Keep Government Out of Internet Pricing

EXPERT COMMENTARY

Keep Government Out of Internet Pricing

By Eli Dourado |
Dec 04, 2012

Today marks the start of the World Conference on International Telecommunications in Dubai. The conference is a U.N.-convened meeting where governments will update a treaty that sets rules for international public correspondence services, like telephones and telegraphs. Because the treaty was last revised in 1988, when government officials did not anticipate the importance of the Internet, the current text does not cover anything Internet-related.

International political neglect of the Internet, although probably inadvertent, has been more than benign—it has been salutary. Imagine if governments, and not engineers, had been in charge of innovation on the Internet for the past 25 years. We would probably have separate "national" Internets and have to pay international long distance charges to send data across national boundaries.
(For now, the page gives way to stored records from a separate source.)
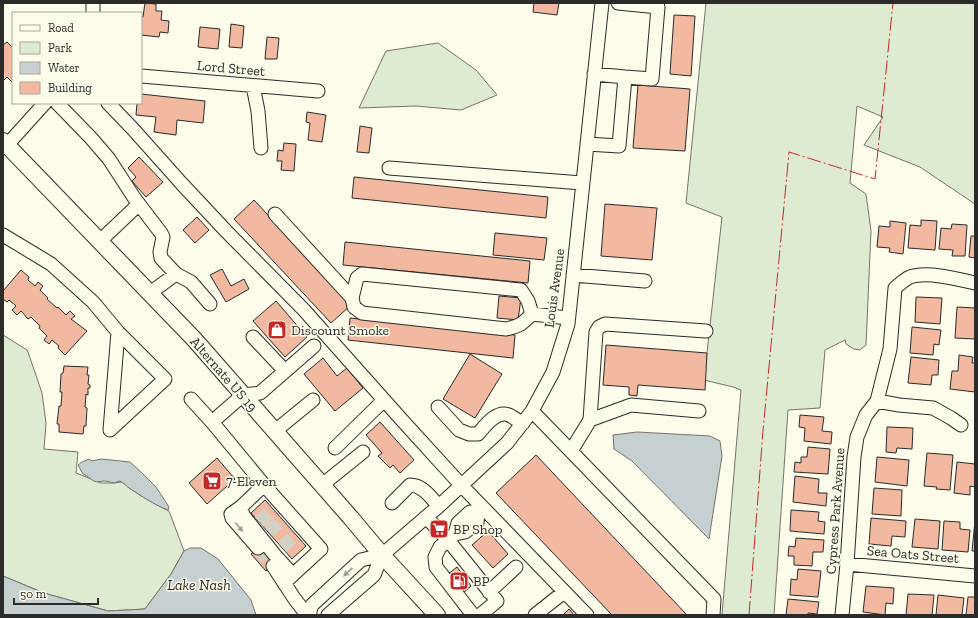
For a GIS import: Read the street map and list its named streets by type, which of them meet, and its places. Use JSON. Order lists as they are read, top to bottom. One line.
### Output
{"streets":{"main road":["Alternate US 19"],"street":["Lord Street","Louis Avenue","Cypress Park Avenue","Sea Oats Street"]},"crossings":[["Louis Avenue","Alternate US 19"],["Cypress Park Avenue","Sea Oats Street"]],"water":["Lake Nash"],"places":{"shop":["Discount Smoke"],"supermarket":["7-Eleven","BP Shop"],"fuel station":["BP"]},"legend":["Road","Park","Water","Building"],"scale_bar":"50 m"}
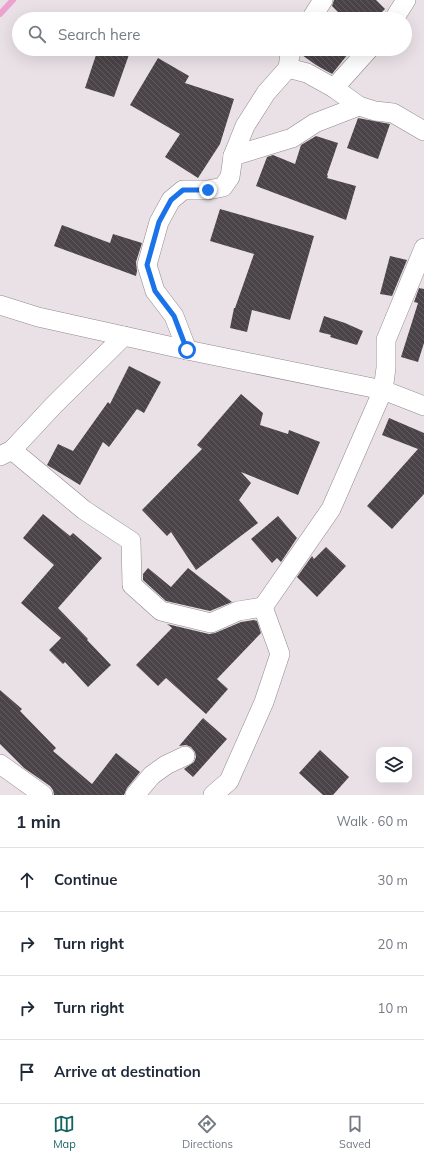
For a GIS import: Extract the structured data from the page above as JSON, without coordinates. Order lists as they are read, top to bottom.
{
  "page": {
    "search": "Search here",
    "heading": ["1 min", "Walk · 60 m"],
    "list": [
      ["Continue", "30 m"],
      ["Turn right", "20 m"],
      ["Turn right", "10 m"],
      "Arrive at destination"
    ],
    "nav": ["Map", "Directions", "Saved"]
  }
}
Does this sound far-fetched? It's not. In fact, some telecom companies and governments want to use the treaty revisions this year to explicitly enable "sender-pays" rules for the Internet. Under such a system, if a user in, say, Cameroon wants to watch a YouTube video, Google would have to pay the Cameroonian government or telecom company for the privilege of sending the video to the user, or—more likely—block access from Cameroon so that they don't incur high charges. The result would be an Internet where you can't access all content from everywhere, an Internet that is fragmented on national boundaries.

Why do governments want to impose these rules? They want the money. International telephone rates have plummeted in the last 20 years, largely because people can now substitute technologies like Skype and E-mail for expensive phone calls. This means that the governments and telephone monopolies that relied on international revenues need a new source of income.